Wenjing Wang

Wenjing Wang, Ph.D.

Michigan Neuroscience Institute Affiliate
Assistant Professor of Chemistry
Research Assistant Professor of Life Sciences Institute

Life Sciences Institute
210 Washtenaw Ave.
Room 4115A
Ann Arbor, MI 48109

734- 647-3226

Areas of Interest

The long-term goal of our research group is to develop molecular tools for monitoring and manipulating various biological processes with a spatiotemporal control to advance neuroscience research and potential therapeutics.

We utilize cutting-edge protein engineering methods, including directed evolution, to engineer these new tools. Various model systems—including mammalian cell culture, neuronal culture, and animal models—are used to test the performance of our tools. The topics below are research areas that we are interested in.

Designing tools for investigating GPCR signaling at the neuronal circuit level

G-protein coupled receptor (GPCR) signaling regulates many physiological processes and behaviors and underlies various neurological and neurodegenerative diseases. For example, opioid signaling regulates pain perception, euphoria, and breathing, and plays a role in alcohol and drug abuse. Dopamine signaling regulates reward, learning, and motor functions, and plays an important role in schizophrenia and Parkinson’s disease. There has been tremendous development in pharmacological approaches to studying GPCR signaling; however, our understanding of how GPCRs act at the brain/neuronal circuit level is still limited due to the lack of genetically encoded tools to monitor or modulate GPCR activity with high spatiotemporal control.

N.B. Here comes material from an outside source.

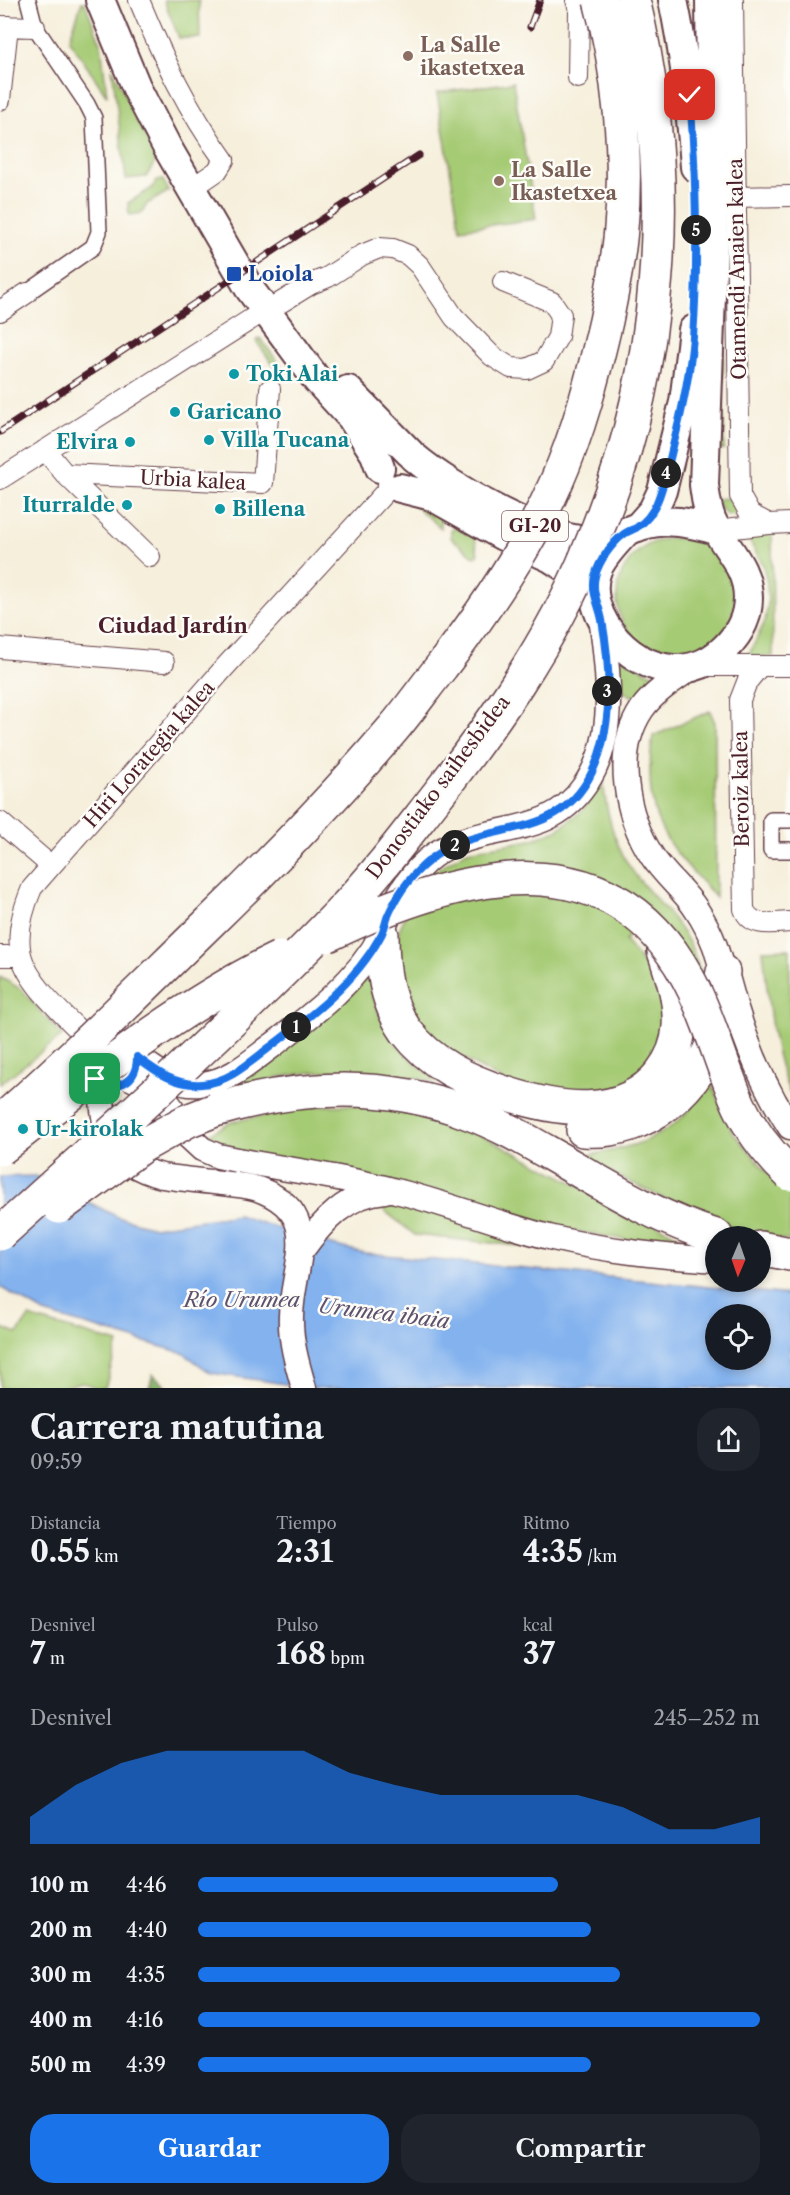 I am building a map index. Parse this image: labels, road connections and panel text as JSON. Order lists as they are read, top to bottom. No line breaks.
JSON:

Endogenous GPCR signaling is spatiotemporally regulated by the precise release of their ligands and uptake by receptors. Endogenous ligands can act either locally via synaptic transmission or have long-range effects via volume transmission. Upon activation, GPCRs can cause either excitatory or inhibitory effects on neuronal activity depending on their downstream molecular events, and the cell types and neuronal circuits they are expressed in. Therefore, to better understand a GPCR’s role in behaviors and various physiological processes, it is important to investigate, at the neuronal circuit level: 1) when and where the endogenous ligands are released, and 2) the effects of modulating a GPCR’s activity in defined neuronal populations. We aim to design genetically encoded tools for addressing these challenges.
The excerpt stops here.